A sign at the entrance to Facebook's corporate headquarters location in Menlo Park, California: AFP/Getty Images
A sign at the entrance to Facebook's corporate headquarters location in Menlo Park, California: AFP/Getty Images

Facebook has confirmed that it removed four separate networks of accounts linked with foreign interference efforts in the US, including a targeted campaign to disrupt 2020 election coverage.

One of the accounts appears to be linked to the Russian troll farm Internet Research Agency, which used similar social media subterfuge to sow discord leading up to 2016 elections.

The findings were announced as the company began rolling out changes to the platform to combat similar social media trolling and disinformation campaigns that cropped up throughout 2016.

In a press call on Monday, Facebook CEO Mark Zuckerberg said the platform will begin labelling content from state-controlled media outlets as well as posts’ countries of origin and ban messages promoting voter suppression.

Nathaniel Gleicher, Facebook’s head of cybersecurity policy, wrote that the company removed accounts as well as associated Facebook Pages and Groups that the company determined were engaging in “coordinated inauthentic behaviour” on the platform as well as Instagram.

Mr Gleicher said the operations had created “networks of accounts to mislead others about who they were and what they were doing”.

Three networks were based in Iran and one in Russia, each targeting different world regions, including the US, North Africa and Latin America.

Facebook removed 50 Instagram accounts and one Facebook account linked to the Russia-based Internet Research Agency.

Its accounts in Facebook’s latest roundup had 246,000 followers on one or more of those Instagram accounts, 60 per cent of which came from the US, and produced thousands of posts spanning the US political and ideological spectrum. Posts often recycled memes and right-wing tropes used by other pages like the conservative group Turning Point USA, likely in an effort to conceal the poster’s origins.

It also created accounts to assert a “local” presence in swing states.

The network’s campaign “had the hallmarks of a well-resourced operation that took consistent operational security steps to conceal their identity and location”, Mr Gleicher said.

An Iran-based network comprised 93 Facebook accounts, 17 pages and four Instagram accounts focused on the US and parts of French-speaking North Africa.

Roughly 7,700 people were following one or more of the Pages, and another 145 people had followed one or more of the Instagram accounts.

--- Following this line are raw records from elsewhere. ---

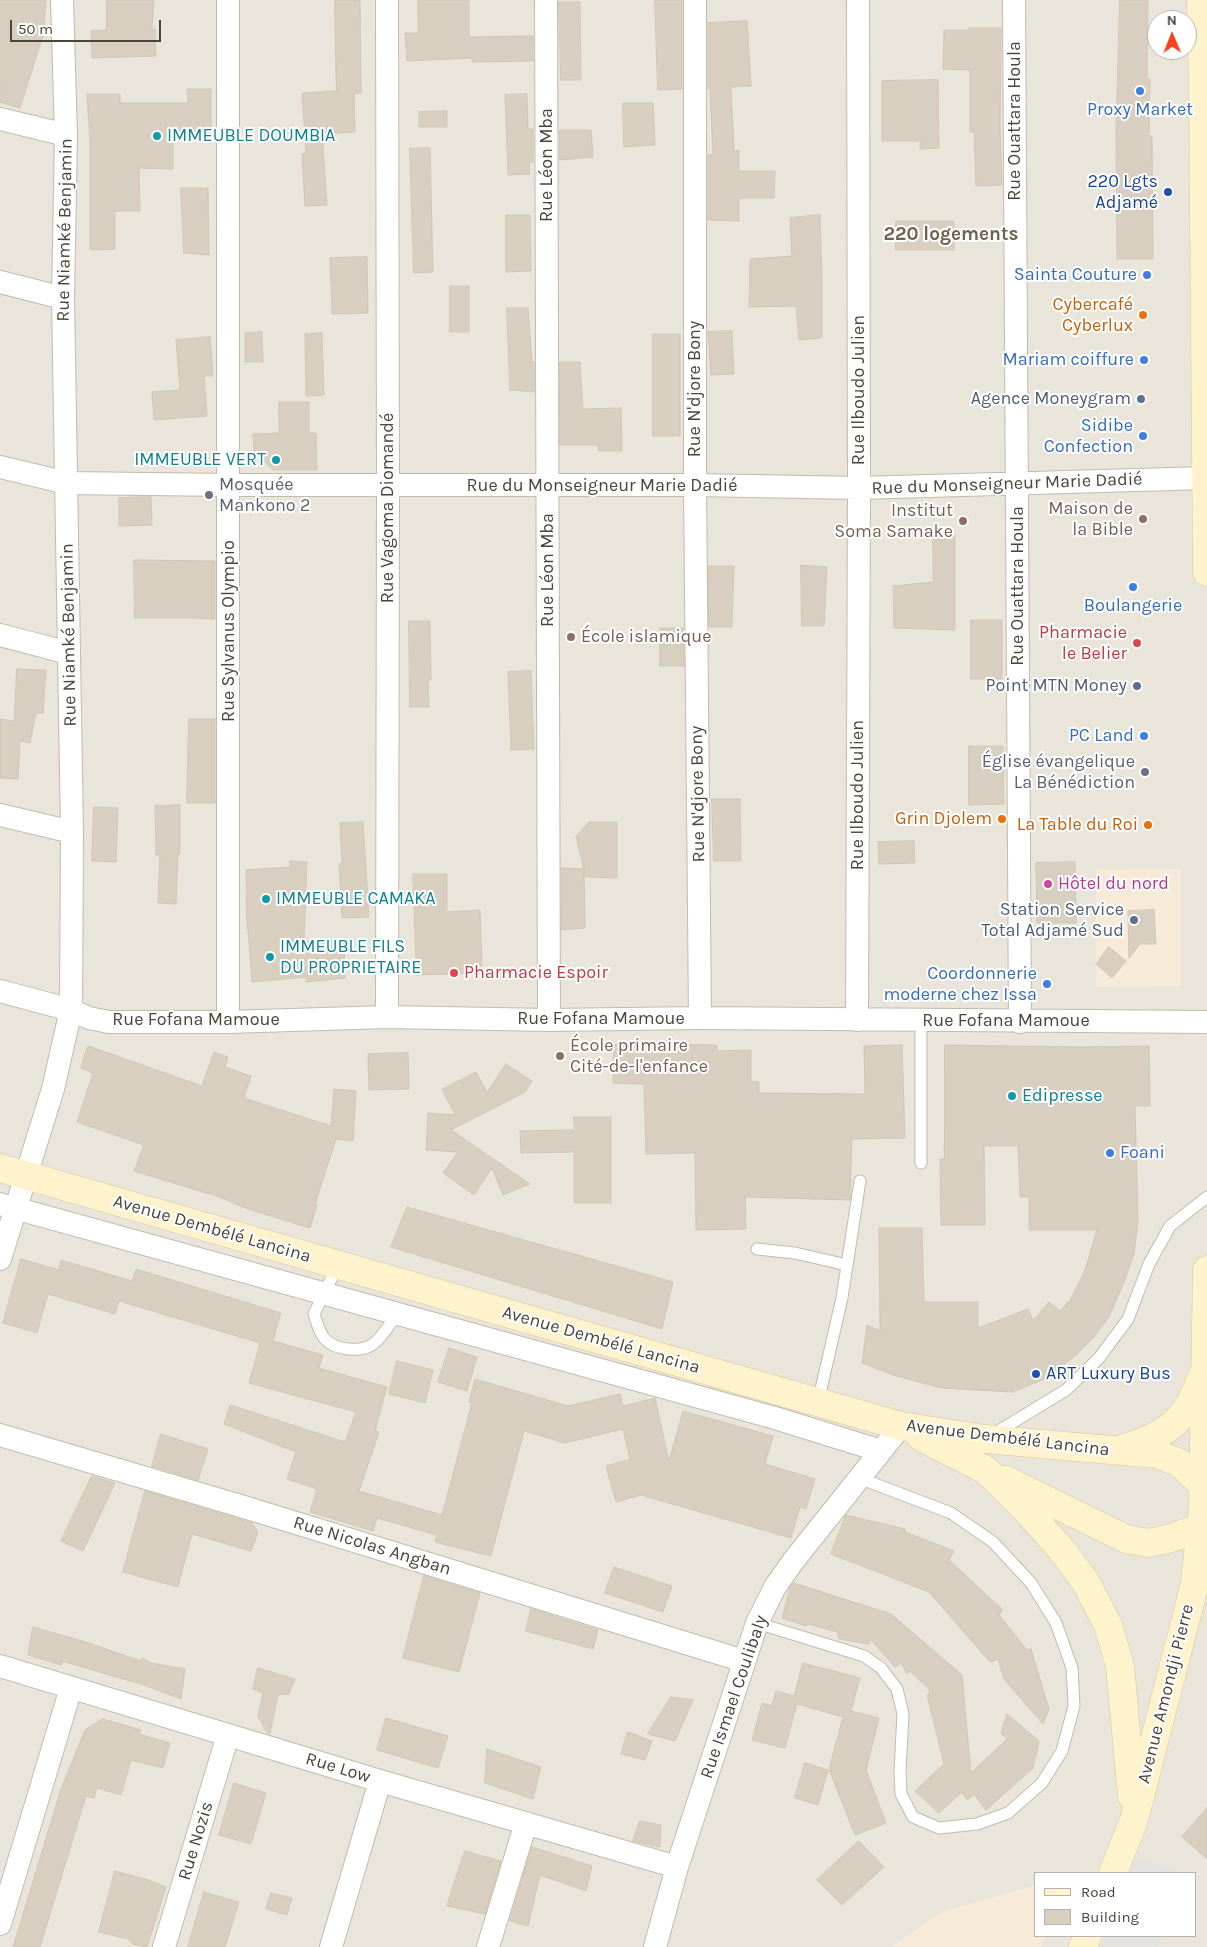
<!DOCTYPE html>
<meta charset="utf-8">
<style>
body{margin:0}
#map{position:relative;width:1207px;height:1947px;overflow:hidden;background:#f6f3ec;font-family:Karla,sans-serif}
canvas{display:block}
.legend{position:absolute;left:1034px;top:1872px;width:162px;height:65px;box-sizing:border-box;background:#fff;border:1px solid #b7b4b0;margin:0;padding:6px 9px;list-style:none;font-size:15px;color:#4b4439}
.legend li{display:flex;align-items:center;gap:10px;height:25px}
.legend b{width:25px;border:1px solid #b7b4b0}
.north{position:absolute;left:1147px;top:10px;width:50px;height:50px;box-sizing:border-box;background:#fff;border:1px solid #b7b4b0;border-radius:50%;rotate:359deg;font-size:14px;font-weight:700;line-height:20px;text-align:center;color:#4b4439}
.north::after{content:'';display:block;margin:auto;width:18px;height:22px;background:#fc3f1d;clip-path:polygon(50% 0,100% 100%,50% 72%,0 100%)}
.scale{position:absolute;left:10px;top:20px;width:151px;height:22px;box-sizing:border-box;border:2px solid #4b4439;border-top:0;padding-left:6px;font-size:15px;line-height:18px;white-space:nowrap;color:#4b4439;-webkit-text-stroke:4px #fff;paint-order:stroke}
</style>
<div id="map">
<canvas width="1207" height="1947"></canvas>
<ul class="legend">
<li><b style="height:6px;background:#fff3cd"></b>Road</li>
<li><b style="height:14px;background:#d8cfc1"></b>Building</li>
</ul>
<div class="north">N</div>
<div class="scale">50 m</div>
</div>
<script>
const context = document.querySelector('canvas').getContext('2d');
context.lineJoin = 'round';
function paint(path, color) {
  context.fillStyle = color;
  context.fill(path, 'evenodd');
}
function stroke(path, color, width, dash) {
  context.strokeStyle = color;
  context.lineWidth = width;
  context.lineCap = dash ? 'butt' : 'round';
  context.setLineDash(dash || []);
  context.stroke(path);
}
function drawText(font, color, halo, rows, align = 'center') {
  context.font = font + ' Karla,sans-serif';
  context.lineWidth = 4;
  context.setLineDash([]);
  context.textBaseline = 'middle';
  context.strokeStyle = halo;
  context.fillStyle = color;
  for (const [text, x, y, turn = 0] of rows) {
    context.save();
    context.translate(x, y);
    context.rotate((+turn || 0) * Math.PI / 180);
    context.textAlign = isNaN(turn) ? turn : align;
    if (halo) context.strokeText(text, 0, 0);
    context.fillText(text, 0, 0);
    context.restore();
  }
}
paint(new Path2D(`
 M0,0H1207V1947H0ZM1157,20H1187V50H1157ZM1036,1873H1196V1936H1036Z`), '#eae5da');
paint(new Path2D(`
 M1181,869V986L1096,987V870Z
 M1036,1885V1936H1045L1041,1947H892L939,1913Z`), '#f7ead8');
paint(new Path2D(`
 M1134,1856L1187,1873H1127Z
 M1104,1936H1163L1158,1947H1100Z`), '#e5e3e0');
const building = new Path2D(`
 M0,0H46L43,36L20,108L0,102Z
 M107,0H154L152,29H155L156,56L92,58L91,31L106,30Z
 M335,0H360L361,93L354,94L355,132L322,134L327,205L305,206L302,154L306,153L302,93L336,91Z
 M418,0H469V37L533,36V61L472,62V58L407,61L405,33H418Z
 M655,0H682V89L658,90Z
 M1120,0H1148L1147,79H1150L1149,136H1152L1153,259H1117L1116,130Z
 M559,2H580L581,80H561Z
 M747,21L751,86L731,87L734,151L739,150V171H775L774,198H739V221L708,220V155L713,154L710,89H708V23Z
 M969,28H1001L1000,128L1002,185L976,186L974,132H970V70L943,69L944,30H969Z
 M938,80L939,148L920,149V141H882V81Z
 M187,89H211V139L173,138V169L139,168L140,211H115V249L90,250V141L87,94H120V103H188Z
 M527,94L528,129H533V162H529L530,174L508,175L505,95Z
 M623,103H653L655,145L624,147Z
 M447,111V127H419V112Z
 M560,130H591L593,157L560,160Z
 M410,148H430L433,272L414,273Z
 M181,188H208L209,255L184,253Z
 M506,215H530L531,271L506,272Z
 M820,215L822,277V338L799,340L796,306L749,307L750,259L792,256L790,218Z
 M896,221H954V250H896Z
 M367,257L368,313L332,314L330,258Z
 M450,286H469V332H450Z
 M507,308H528L532,362H534V392L510,390Z
 M732,331L734,374L711,375L708,332Z
 M262,332L263,362H245V333Z
 M322,333L324,395L306,396L305,334Z
 M653,334H680V436H653Z
 M210,337L213,376H204L207,416L154,420L152,392L180,390L176,340Z
 M560,362H580L583,409L621,408L622,451H598V445H560Z
 M279,402H309V433H316L317,470H273L254,451L253,434L279,433Z
 M151,497L152,525L119,526V498Z
 M933,535H955V630L894,628L893,586L933,582Z
 M134,560L215,561V619L190,618H135Z
 M801,565L827,567L824,626H802Z
 M709,566H734L732,627H709Z
 M971,620H1002V679H971Z
 M409,621H430L431,680H428L429,707H410Z
 M660,628H683L684,666H660Z
 M17,669L46,670L43,713H36L30,743L20,741L18,779L0,778V719L14,721Z
 M531,671L534,749L511,750L508,672Z
 M189,719H215V803H187Z
 M969,746H1003L1004,804L969,805Z
 M712,799H740L741,861H714Z
 M180,805V854H178L176,904L158,903L160,855H156L155,806Z
 M94,807L118,808L116,862L92,861Z
 M363,822L369,917L342,918L339,864H342L340,823Z
 M589,822H617V878L586,877L576,837Z
 M914,841L915,863L879,864L878,842Z
 M290,861L307,862L304,941H344L345,978L306,982V977L252,982L248,929H247L246,870L290,867Z
 M1075,862L1076,923H1037L1036,863Z
 M562,868L584,869L585,928L562,930Z
 M413,874H447V912L480,910L482,973L417,975Z
 M1154,910L1156,944H1140L1129,958L1128,911Z
 M1109,947L1126,961L1112,978L1096,964Z
 M667,1044L717,1045V1051L751,1050V1081L759,1082V1093L865,1094L864,1046L902,1045L905,1138L852,1139L850,1200L745,1197L746,1229L696,1230L695,1153L646,1154L644,1084L613,1083L614,1045Z
 M945,1045L1081,1047L1149,1046L1150,1106H1135L1138,1221L1134,1254L1124,1282L1109,1317L1093,1338L1076,1355L1047,1378L1012,1392L941,1388L893,1375L862,1363L867,1325L880,1331L879,1228H922L924,1302H978V1328L1028,1309L1033,1321L1049,1302L1060,1311L1071,1299L1084,1273L1097,1230H1029V1197H1020L1018,1146H984L985,1225H941L940,1159H944Z
 M88,1046L202,1086L214,1052L228,1057L225,1067L251,1076L244,1098L331,1126L334,1089L356,1091L353,1141L336,1139L315,1204L317,1205L310,1228L248,1209L209,1193V1194L134,1171L144,1145L77,1122L93,1073L81,1068Z
 M408,1053L409,1089L369,1090L368,1054Z
 M506,1064L532,1081L525,1092L451,1130L530,1184L503,1195L492,1168L474,1195L443,1173L458,1152L426,1150L428,1113L455,1115L442,1089L476,1072L487,1092Z
 M574,1117H611V1203H574V1152L521,1153L520,1131L574,1130Z
 M407,1207L673,1282L662,1329L391,1247Z
 M21,1259L59,1270L61,1260L132,1281L136,1269L281,1313L273,1341L323,1355L319,1368L387,1387L375,1431L379,1432L359,1491L442,1515L472,1403L469,1402L475,1379L568,1406L620,1394L623,1406L655,1398L669,1461L683,1411L773,1436L765,1464L815,1479L806,1509L800,1507L791,1538L641,1495L616,1502L606,1466L630,1459L623,1429L565,1443L524,1431L491,1556L435,1542L437,1535L377,1518L373,1531L310,1512L317,1489L287,1479L296,1452L224,1424L230,1405L345,1442L356,1412L249,1383L260,1343L119,1301L115,1314L48,1294L37,1333L3,1323Z
 M449,1348L477,1357L467,1391L438,1382Z
 M397,1361L433,1370L425,1403L389,1394Z
 M161,1434L208,1449L198,1480L152,1466Z
 M92,1476L115,1483L83,1551L61,1541Z
 M145,1491L252,1523L258,1532L251,1551L192,1534L178,1587L123,1572Z
 M846,1515L905,1529V1532L954,1551L949,1560L1003,1610L999,1615L1027,1650L1031,1649L1049,1709L1043,1724L1004,1679L998,1659L990,1662L929,1592L831,1554Z
 M614,1567L672,1586L663,1612L605,1593Z
 M424,1576L480,1593L459,1672L403,1658Z
 M794,1583L891,1614L962,1675L971,1773L1007,1739L1001,1733L1007,1714L1039,1741L1033,1768L986,1810L974,1794L967,1800L962,1792L939,1813L915,1791L944,1764L927,1695L928,1696L930,1690L910,1671L907,1674L901,1663L895,1667L870,1639L869,1644L839,1639L837,1632L808,1624L806,1626L782,1618L790,1588Z
 M531,1609L598,1630L593,1649L526,1631Z
 M33,1627L86,1642L141,1661L142,1658L151,1663L185,1669L181,1699L144,1685L62,1661L61,1665L28,1655Z
 M803,1663L860,1678L851,1711L879,1718L866,1770L886,1823L855,1835L829,1769L843,1717L797,1704L785,1748L752,1740L762,1703L772,1706L776,1691L794,1696Z
 M258,1668L295,1679L289,1694L278,1695L270,1734L267,1733L258,1716L263,1693L253,1689Z
 M671,1697L693,1700L675,1741L648,1734Z
 M386,1718L448,1736L438,1768L377,1750Z
 M103,1719L141,1730L139,1734L170,1743L163,1768L131,1760L121,1795L97,1788L94,1798L86,1796L40,1947H13L61,1789L85,1730Z
 M628,1732L652,1741L645,1760L621,1754Z
 M487,1749L541,1767L533,1799L485,1783Z
 M805,1763L828,1770L818,1805L795,1798Z
 M234,1783L266,1793L251,1844L219,1835Z
 M1207,1808V1859L1182,1837Z
 M640,1821L661,1825L660,1847L633,1841Z
 M859,1841L884,1867L842,1905L817,1880Z
 M532,1847L592,1866L586,1891L540,1875L528,1926L510,1921Z
 M465,1851L501,1861L485,1914L447,1906Z
 M115,1871L148,1880L166,1887L147,1947L133,1944L128,1939L99,1932Z
 M204,1892L239,1902L225,1947H188Z
 M271,1893L292,1898L287,1915L266,1909Z`);
paint(building, '#d8cfc1');
stroke(building, '#d3c7b4', 1);
const lane = new Path2D(`
 M921,1021V1163
 M757,1249L795,1253L847,1265
 M338,1265L314,1314C317,1323 319,1332 325,1339C335,1350 361,1353 373,1344C383,1337 390,1323 398,1313
 M818,1402L842,1298L860,1181
 M992,1435L1066,1390L1099,1358L1128,1319L1149,1264L1170,1226L1207,1197
 M757,1623L864,1656L881,1668L897,1689L903,1714L900,1771L901,1794L913,1817L939,1828L977,1824L1008,1813L1042,1783L1062,1751L1074,1706L1072,1668L1056,1623L1031,1583L993,1542L951,1513L859,1478`);
const street = new Path2D(`
 M228,0V1022
 M546,0L549,1020
 M695,0V485L700,1018
 M1014,0L1020,1022
 M0,119L66,135
 M0,282L63,298
 M0,467L67,483L229,485H695L859,488L1206,478
 M0,635L69,653
 M0,815L72,832
 M0,991L71,1010L89,1018L109,1022H228L387,1017L549,1020L700,1018L1207,1022
 M387,1017L388,485L387,0
 M857,1020L859,488L858,0
 M0,1204L775,1418L881,1451
 M0,1259L53,1089L71,1010L72,832L63,298L66,135L62,0
 M0,1435L244,1507L744,1661
 M0,1666L380,1781L677,1867
 M0,1924L71,1688
 M164,1947L228,1735
 M331,1947L380,1781
 M488,1947L526,1823
 M655,1947L677,1867L757,1623L775,1587L794,1560L901,1426`);
const secondary = new Path2D(`
 M1201,0L1203,89L1207,572
 M0,1168L901,1426L985,1439L1157,1454L1180,1463L1202,1484
 M921,1437L986,1470L1028,1512L1061,1549L1085,1581L1108,1625L1120,1666L1132,1796
 M1124,1448C1165,1436 1188,1420 1201,1378
 M1006,1480L1126,1539L1148,1543L1168,1539L1199,1528
 M1113,1873L1134,1820L1195,1583L1203,1506L1207,1270
 M1083,1947L1087,1936`);
stroke(lane, '#c2bbae', 13);
stroke(street, '#c2bbae', 24);
stroke(secondary, '#d6c79b', 29);
stroke(lane, '#fff', 11);
stroke(street, '#fff', 22);
stroke(secondary, '#fff3cd', 28);
for (const [x, y, r, color] of [
 [1140,91,5,"#3f7fe0"],
 [157,136,5,"#0f9aa8"],
 [1168,192,5,"#1a4fb4"],
 [1147,275,5,"#3f7fe0"],
 [1143,315,5,"#e8710a"],
 [1144,360,5,"#3f7fe0"],
 [1141,399,5,"#5c6f8a"],
 [1143,436,5,"#3f7fe0"],
 [276,460,5,"#0f9aa8"],
 [209,495,5,"#6b7280"],
 [1143,519,5,"#8d6e63"],
 [963,521,5,"#8d6e63"],
 [1133,587,5,"#3f7fe0"],
 [571,637,5,"#8d6e63"],
 [1137,643,5,"#e0444e"],
 [1137,686,5,"#5c6f8a"],
 [1144,736,5,"#3f7fe0"],
 [1145,772,5,"#6b7280"],
 [1002,819,5,"#e8710a"],
 [1148,825,5,"#e8710a"],
 [1048,884,5,"#d1479c"],
 [266,899,5,"#0f9aa8"],
 [1134,920,5,"#5c6f8a"],
 [270,957,5,"#0f9aa8"],
 [454,973,5,"#e0444e"],
 [1047,984,5,"#3f7fe0"],
 [560,1056,5,"#8d6e63"],
 [1012,1096,5,"#0f9aa8"],
 [1110,1153,5,"#3f7fe0"],
 [1036,1374,5,"#1a4fb4"]
]) {
  const dot = new Path2D();
  dot.arc(x, y, r, 0, 2 * Math.PI);
  context.fillStyle = color;
  context.fill(dot);
  stroke(dot, '#fff', 2);
}
drawText('18px', '#366cbe', '#fff', [
 ["Proxy Market",1140,110,"center"],
 ["Sainta Couture",1137,275],
 ["Mariam coiffure",1134,360],
 ["Sidibe",1133,426],
 ["Confection",1133,447],
 ["Boulangerie",1133,606,"center"],
 ["PC Land",1134,736],
 ["Coordonnerie",1037,974],
 ["moderne chez Issa",1037,995],
 ["Foani",1120,1153,"left"]
], 'right');
drawText('18px', '#4b4439', '#fff', [
 ["Rue Ouattara Houla",1015,121,-90],
 ["Rue Léon Mba",547,165,-90],
 ["Rue Niamké Benjamin",65,230,-89],
 ["Rue N'djore Bony",695,389,-90],
 ["Rue Ilboudo Julien",859,390,-90],
 ["Rue du Monseigneur Marie Dadié",1007,484,-2],
 ["Rue du Monseigneur Marie Dadié",602,486],
 ["Rue Vagoma Diomandé",388,508,-90],
 ["Rue Léon Mba",548,570,-90],
 ["Rue Ouattara Houla",1018,586,-90],
 ["Rue Sylvanus Olympio",229,631,-90],
 ["Rue Niamké Benjamin",69,635,-91],
 ["Rue N'djore Bony",698,794,-91],
 ["Rue Ilboudo Julien",858,795,-90],
 ["Rue Fofana Mamoue",601,1019],
 ["Rue Fofana Mamoue",196,1020],
 ["Rue Fofana Mamoue",1006,1021],
 ["Avenue Dembélé Lancina",212,1229,16],
 ["Avenue Dembélé Lancina",601,1340,16],
 ["Avenue Dembélé Lancina",1008,1438,7],
 ["Rue Nicolas Angban",372,1546,17],
 ["Avenue Amondji Pierre",1166,1694,-76],
 ["Rue Ismael Coulibaly",734,1697,-71],
 ["Rue Low",338,1768,17],
 ["Rue Nozis",196,1841,-73]
]);
drawText('18px', '#0d838f', '#fff', [
 ["IMMEUBLE DOUMBIA",167,136],
 ["IMMEUBLE VERT",266,460,"right"],
 ["IMMEUBLE CAMAKA",276,899],
 ["IMMEUBLE FILS",280,947],
 ["DU PROPRIETAIRE",280,968],
 ["Edipresse",1022,1096]
], 'left');
drawText('18px', '#164399', '#fff', [
 ["220 Lgts",1158,182],
 ["Adjamé",1158,203],
 ["ART Luxury Bus",1046,1374,"left"]
], 'right');
drawText('18px', '#c56008', '#fff', [
 ["Cybercafé",1133,305],
 ["Cyberlux",1133,326],
 ["Grin Djolem",992,819],
 ["La Table du Roi",1138,825]
], 'right');
drawText('18px', '#4e5e75', '#fff', [
 ["Agence Moneygram",1131,399],
 ["Point MTN Money",1127,686],
 ["Station Service",1124,910],
 ["Total Adjamé Sud",1124,931]
], 'right');
drawText('18px', '#5b616d', '#fff', [
 ["Mosquée",219,485],
 ["Mankono 2",219,506],
 ["Église évangelique",1135,762,"right"],
 ["La Bénédiction",1135,783,"right"]
], 'left');
drawText('18px', '#785e54', '#fff', [
 ["Maison de",1133,509],
 ["la Bible",1133,530],
 ["Institut",953,511],
 ["Soma Samake",953,532],
 ["École islamique",581,637,"left"],
 ["École primaire",570,1046,"left"],
 ["Cité-de-l'enfance",570,1067,"left"]
], 'right');
drawText('18px', '#be3a42', '#fff', [
 ["Pharmacie",1127,633],
 ["le Belier",1127,654],
 ["Pharmacie Espoir",464,973,"left"]
], 'right');
drawText('18px', '#b23c85', '#fff', [
 ["Hôtel du nord",1058,884]
], 'left');
drawText('bold 19px', '#6e6250', '#fff', [
 ["220 logements",951,235]
]);
</script>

Another Iran-based network created 38 Facebook accounts, six pages, four groups and 10 Instagram accounts focused on countries in Latin America, including Venezuela, Brazil, Argentina, Bolivia, Peru, Ecuador and Mexico.

Mr Gleicher asserted that the company had removed the accounts, pages and groups based on their behaviour, not their content.

“In each of these cases, the people behind this activity coordinated with one another and used fake accounts to misrepresent themselves, and that was the basis for our action,” he said.

The company has shared its findings with law enforcement, policymakers and other tech leaders.